Dalio, 64, discovered Transcendental Meditation through the Beatles. He’s been at it for 42 years, sitting for 20 minutes, twice on most days, he says. He’s so convinced of its benefits that he pays half the cost of Transcendental Meditation instruction for the employees at his Westport, Connecticut–based Bridgewater Associates LP.
‘Like a Ninja’
A competitive edge, not enlightenment, seems to be driving Dalio. “I feel like a ninja in a fight,” Dalio said of his professional equanimity, during a February panel discussion in New York on the benefits of meditation. “When it comes at you, it seems like slow motion.”
Tudor Jones is another hedge-fund billionaire on a quest for inner peace and profit. A PBS documentary from 1987 shows him trading in the most agitated, un-Buddhalike manner imaginable. Twenty-five years later, he and his wife, Sonia, an Ashtanga yoga enthusiast, gave $12 million to create the Contemplative Sciences Center at the University of Virginia in Charlottesville, Jones’s alma mater.

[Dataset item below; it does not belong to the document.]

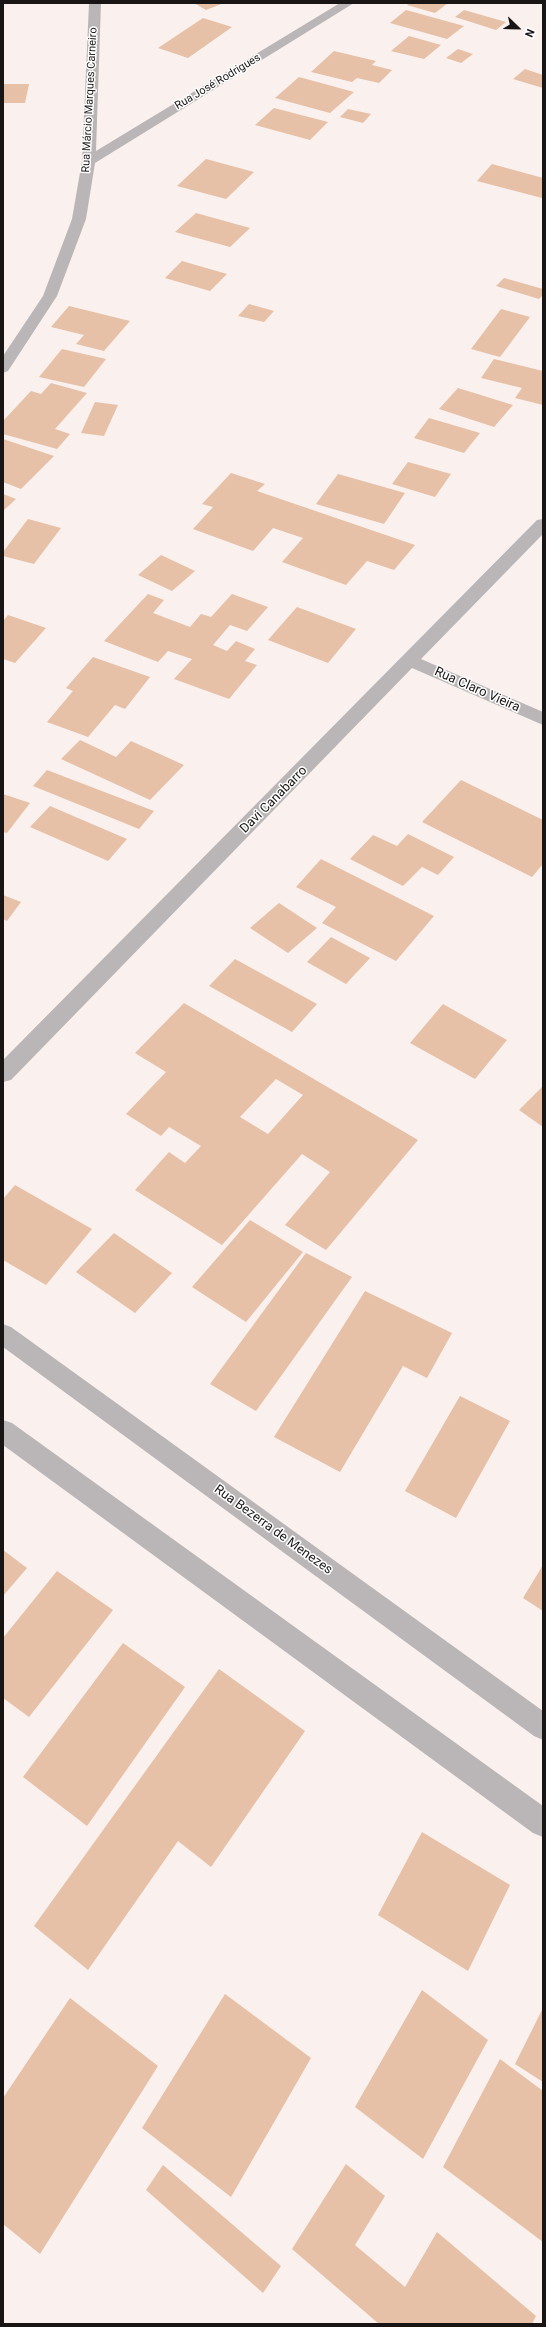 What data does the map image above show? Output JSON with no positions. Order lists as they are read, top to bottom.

David Mick teaches an undergraduate business school course there called “Cultivating Wisdom and Well-Being for Personal and Professional Growth.” He recommends meditation and takes each semester’s students on a field trip to Yogaville, a nearby ashram. “You can’t be a wiser person if you can’t discipline your mind,” says Mick, who meditates every morning.
Willoughby Britton, a neuroscientist at Brown University, warns that neophytes should proceed with caution. Spending hours contemplating impermanence can foster anxiety and sadness. She has seen people experience psychotic episodes on meditation retreats, convincing themselves, for example, that the teacher is evil and must be killed. “This is a powerful drug; it’s not a hot bath,” Britton says, adding that the risks are worth the rewards.
Unlike some other Western practitioners, Joan Halifax, a roshi, or revered teacher, at the Upaya Zen Center in Santa Fe, New Mexico, says she’s concerned the lords of finance are using meditation for unjust ends, ignoring the moral principles embodied in Buddhism.
“You can train people with meditation to be sharpshooters,” she says. “Are they trying to get smarter so they can exploit more people? Or are they interested in creating a more just financial system?”
Dalio, for one, has agreed to give most of his fortune to charity under the Giving Pledge program started by Warren Buffett and Bill Gates, a move that would probably have impressed the Buddha himself, who lived by daana, or a spirit of generosity.
Before you give that fortune away, though, you have to earn it. Some of the brightest minds in finance are betting that meditation will help them do just that.